> EXERCISE DETAILS:
Could you return the full listing, every line exactly as given?

Top of SUPPLIED DATA

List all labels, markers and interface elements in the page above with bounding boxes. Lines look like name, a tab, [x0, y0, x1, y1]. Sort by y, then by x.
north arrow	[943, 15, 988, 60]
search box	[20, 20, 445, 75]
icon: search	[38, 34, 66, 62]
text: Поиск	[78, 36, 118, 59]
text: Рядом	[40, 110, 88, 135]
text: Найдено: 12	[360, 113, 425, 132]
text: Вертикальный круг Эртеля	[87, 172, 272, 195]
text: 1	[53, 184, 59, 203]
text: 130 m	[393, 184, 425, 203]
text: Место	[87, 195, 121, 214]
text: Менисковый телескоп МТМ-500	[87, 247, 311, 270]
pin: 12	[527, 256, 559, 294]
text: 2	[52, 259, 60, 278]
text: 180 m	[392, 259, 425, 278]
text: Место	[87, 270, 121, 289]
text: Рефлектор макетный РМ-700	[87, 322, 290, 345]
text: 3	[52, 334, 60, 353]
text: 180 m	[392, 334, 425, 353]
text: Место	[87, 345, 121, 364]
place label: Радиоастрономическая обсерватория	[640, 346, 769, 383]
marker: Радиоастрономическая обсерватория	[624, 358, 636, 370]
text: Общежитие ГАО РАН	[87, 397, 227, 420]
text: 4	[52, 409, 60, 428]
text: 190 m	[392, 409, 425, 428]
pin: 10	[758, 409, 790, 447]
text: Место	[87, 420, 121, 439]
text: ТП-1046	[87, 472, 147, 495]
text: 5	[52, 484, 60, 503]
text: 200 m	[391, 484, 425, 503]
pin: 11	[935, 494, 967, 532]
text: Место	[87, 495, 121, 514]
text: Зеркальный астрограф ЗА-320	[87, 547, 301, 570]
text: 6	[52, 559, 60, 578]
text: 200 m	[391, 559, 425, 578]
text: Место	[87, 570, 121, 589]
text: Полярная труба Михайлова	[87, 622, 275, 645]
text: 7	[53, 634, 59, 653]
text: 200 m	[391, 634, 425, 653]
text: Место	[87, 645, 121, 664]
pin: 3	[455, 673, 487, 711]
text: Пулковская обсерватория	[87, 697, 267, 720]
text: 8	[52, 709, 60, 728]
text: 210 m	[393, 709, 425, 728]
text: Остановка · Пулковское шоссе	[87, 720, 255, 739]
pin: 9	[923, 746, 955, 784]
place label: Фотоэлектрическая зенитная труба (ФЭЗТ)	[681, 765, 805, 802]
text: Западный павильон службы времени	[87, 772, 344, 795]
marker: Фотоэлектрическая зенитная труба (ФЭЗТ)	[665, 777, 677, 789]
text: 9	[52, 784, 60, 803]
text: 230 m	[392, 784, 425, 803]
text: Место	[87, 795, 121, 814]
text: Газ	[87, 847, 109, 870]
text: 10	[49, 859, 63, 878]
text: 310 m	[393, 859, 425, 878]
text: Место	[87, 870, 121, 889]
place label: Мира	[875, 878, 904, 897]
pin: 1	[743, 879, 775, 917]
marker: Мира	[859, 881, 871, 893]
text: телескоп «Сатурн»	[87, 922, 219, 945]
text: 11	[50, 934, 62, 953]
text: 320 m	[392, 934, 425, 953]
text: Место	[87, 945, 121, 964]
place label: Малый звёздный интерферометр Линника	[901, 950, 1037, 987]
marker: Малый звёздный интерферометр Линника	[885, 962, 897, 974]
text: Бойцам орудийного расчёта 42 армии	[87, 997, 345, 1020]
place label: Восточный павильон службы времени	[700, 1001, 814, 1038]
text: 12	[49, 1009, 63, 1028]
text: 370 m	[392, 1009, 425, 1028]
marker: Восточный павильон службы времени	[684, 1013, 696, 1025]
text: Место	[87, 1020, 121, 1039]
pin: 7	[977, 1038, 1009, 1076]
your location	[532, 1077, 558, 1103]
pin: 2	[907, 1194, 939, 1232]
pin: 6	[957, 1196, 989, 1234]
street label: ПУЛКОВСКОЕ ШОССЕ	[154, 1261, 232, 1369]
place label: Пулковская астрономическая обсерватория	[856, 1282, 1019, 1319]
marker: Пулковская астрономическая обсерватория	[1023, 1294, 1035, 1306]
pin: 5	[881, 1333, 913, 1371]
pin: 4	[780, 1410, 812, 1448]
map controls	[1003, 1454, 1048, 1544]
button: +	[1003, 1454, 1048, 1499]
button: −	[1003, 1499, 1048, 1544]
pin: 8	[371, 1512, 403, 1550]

Bottom of SUPPLIED DATA

> RESPONSE TO THIS EXERCISE:
List all labels, markers and interface elements in the page above with bounding boxes. Lines look like name, a tab, [x0, y0, x1, y1]. Sort by y, then by x.
north arrow	[943, 15, 988, 60]
search box	[20, 20, 445, 75]
icon: search	[38, 34, 66, 62]
text: Поиск	[78, 36, 118, 59]
text: Рядом	[40, 110, 88, 135]
text: Найдено: 12	[360, 113, 425, 132]
text: Вертикальный круг Эртеля	[87, 172, 272, 195]
text: 1	[53, 184, 59, 203]
text: 130 m	[393, 184, 425, 203]
text: Место	[87, 195, 121, 214]
text: Менисковый телескоп МТМ-500	[87, 247, 311, 270]
pin: 12	[527, 256, 559, 294]
text: 2	[52, 259, 60, 278]
text: 180 m	[392, 259, 425, 278]
text: Место	[87, 270, 121, 289]
text: Рефлектор макетный РМ-700	[87, 322, 290, 345]
text: 3	[52, 334, 60, 353]
text: 180 m	[392, 334, 425, 353]
text: Место	[87, 345, 121, 364]
place label: Радиоастрономическая обсерватория	[640, 346, 769, 383]
marker: Радиоастрономическая обсерватория	[624, 358, 636, 370]
text: Общежитие ГАО РАН	[87, 397, 227, 420]
text: 4	[52, 409, 60, 428]
text: 190 m	[392, 409, 425, 428]
pin: 10	[758, 409, 790, 447]
text: Место	[87, 420, 121, 439]
text: ТП-1046	[87, 472, 147, 495]
text: 5	[52, 484, 60, 503]
text: 200 m	[391, 484, 425, 503]
pin: 11	[935, 494, 967, 532]
text: Место	[87, 495, 121, 514]
text: Зеркальный астрограф ЗА-320	[87, 547, 301, 570]
text: 6	[52, 559, 60, 578]
text: 200 m	[391, 559, 425, 578]
text: Место	[87, 570, 121, 589]
text: Полярная труба Михайлова	[87, 622, 275, 645]
text: 7	[53, 634, 59, 653]
text: 200 m	[391, 634, 425, 653]
text: Место	[87, 645, 121, 664]
pin: 3	[455, 673, 487, 711]
text: Пулковская обсерватория	[87, 697, 267, 720]
text: 8	[52, 709, 60, 728]
text: 210 m	[393, 709, 425, 728]
text: Остановка · Пулковское шоссе	[87, 720, 255, 739]
pin: 9	[923, 746, 955, 784]
place label: Фотоэлектрическая зенитная труба (ФЭЗТ)	[681, 765, 805, 802]
text: Западный павильон службы времени	[87, 772, 344, 795]
marker: Фотоэлектрическая зенитная труба (ФЭЗТ)	[665, 777, 677, 789]
text: 9	[52, 784, 60, 803]
text: 230 m	[392, 784, 425, 803]
text: Место	[87, 795, 121, 814]
text: Газ	[87, 847, 109, 870]
text: 10	[49, 859, 63, 878]
text: 310 m	[393, 859, 425, 878]
text: Место	[87, 870, 121, 889]
place label: Мира	[875, 878, 904, 897]
pin: 1	[743, 879, 775, 917]
marker: Мира	[859, 881, 871, 893]
text: телескоп «Сатурн»	[87, 922, 219, 945]
text: 11	[50, 934, 62, 953]
text: 320 m	[392, 934, 425, 953]
text: Место	[87, 945, 121, 964]
place label: Малый звёздный интерферометр Линника	[901, 950, 1037, 987]
marker: Малый звёздный интерферометр Линника	[885, 962, 897, 974]
text: Бойцам орудийного расчёта 42 армии	[87, 997, 345, 1020]
place label: Восточный павильон службы времени	[700, 1001, 814, 1038]
text: 12	[49, 1009, 63, 1028]
text: 370 m	[392, 1009, 425, 1028]
marker: Восточный павильон службы времени	[684, 1013, 696, 1025]
text: Место	[87, 1020, 121, 1039]
pin: 7	[977, 1038, 1009, 1076]
your location	[532, 1077, 558, 1103]
pin: 2	[907, 1194, 939, 1232]
pin: 6	[957, 1196, 989, 1234]
street label: ПУЛКОВСКОЕ ШОССЕ	[154, 1261, 232, 1369]
place label: Пулковская астрономическая обсерватория	[856, 1282, 1019, 1319]
marker: Пулковская астрономическая обсерватория	[1023, 1294, 1035, 1306]
pin: 5	[881, 1333, 913, 1371]
pin: 4	[780, 1410, 812, 1448]
map controls	[1003, 1454, 1048, 1544]
button: +	[1003, 1454, 1048, 1499]
button: −	[1003, 1499, 1048, 1544]
pin: 8	[371, 1512, 403, 1550]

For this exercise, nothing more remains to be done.